In remarks that closely tracked a speech he gave last week, the head of the smallest regional Fed bank said he sees core inflation rising by year's end to 1.5 percent, still short of the Fed's informal 2 percent target, but nearly double the rate last year.

If that forecast pans out, The Fed would then be closer to its price stability mandate - and so should ease the pressure on the monetary gas pedal, he said. My recommendation in this scenario would be to raise the target fed funds rate by 50 basis points, he told the Forecasters' Club of New York.

Kocherlakota is not the first top Fed official to suggest higher rates might be warranted this year, but he is the first to link a specific recommendation for monetary policy tightening to a specific forecast.

Others, like Philadelphia Fed President Charles Plosser, have said higher rates might be warranted this year, without tying the view to a particular forecast for inflation or unemployment.

Kocherlakota and Plosser are both voting members this year on the Fed's policy-setting panel, along with another inflation hawk, Dallas Fed President Richard Fisher.

But unlike some other hawkish policymakers such as Fisher, Kocherlakota was supportive of the Fed's bond-buying program last year.

Unemployment, which registered 9 percent in April, is set to fall to between 8 and 8.5 percent this year, Kocherlakota said on Wednesday. The improvements in the jobless rate and in inflation make a modest increase in the Fed's target policy rate appropriate, he said.

The increase would still leave the Fed's monetary policy highly accommodative, he said, just not as easy as late 2010.

Kocherlakota said he prefers to use the Fed's traditional policy lever, targeting the bank-to-bank overnight lending rate known as the fed funds rate, to tighten monetary policy.
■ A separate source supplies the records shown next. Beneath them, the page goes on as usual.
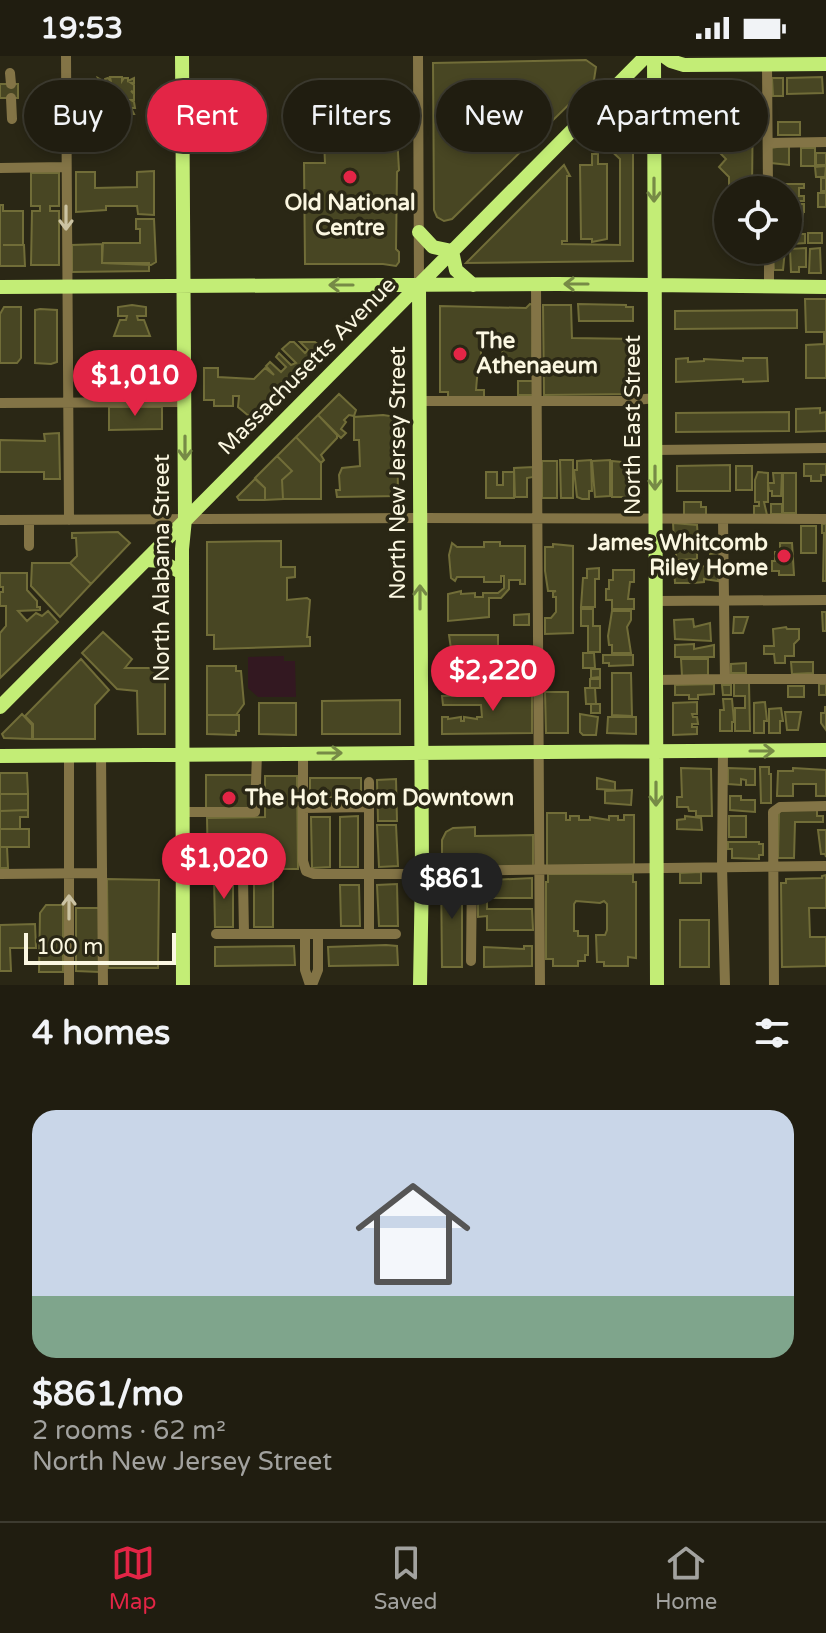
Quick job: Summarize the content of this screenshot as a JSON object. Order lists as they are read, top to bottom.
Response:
{
  "streets": {
    "main road": [
      "Massachusetts Avenue",
      "North East Street",
      "North New Jersey Street",
      "North Alabama Street"
    ]
  },
  "crossings": [
    ["Massachusetts Avenue", "North New Jersey Street"],
    ["Massachusetts Avenue", "North Alabama Street"]
  ],
  "one_way": ["North East Street"],
  "places": [
    "Old National Centre",
    "The Athenaeum",
    "James Whitcomb Riley Home",
    "The Hot Room Downtown"
  ],
  "scale_bar": "100 m",
  "page": {
    "status": "19:53",
    "chip": [
      "Buy",
      "Rent",
      "Filters",
      "New",
      "Apartment"
    ],
    "price": [
      "$1,010",
      "$2,220",
      "$1,020",
      "$861"
    ],
    "scale": "100 m",
    "heading": "4 homes",
    "list": [
      {
        "name": "$861/mo",
        "note": "2 rooms · 62 m² · North New Jersey Street"
      }
    ],
    "tabs": ["Map", "Saved", "Home"]
  }
}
But he is also open to stopping the Fed's current policy of reinvesting maturing securities into Treasuries, or selling long-term assets outright, he said.

Should inflation rise faster than expected, to 1.8 percent this year, the Fed should raise rates more aggressively, he said. Should it fall relative to 2010, he said, further easing through asset purchases would be desirable.

The Fed has kept rates near zero since December 2008 and is on track to buy a total of $2.3 trillion in long-term securities by June to push borrowing costs still lower.

In late April, Fed Chairman Ben Bernanke said the central bank is in no hurry to tighten monetary policy after the bond-buying is complete, given the modest economic recovery from a deep recession.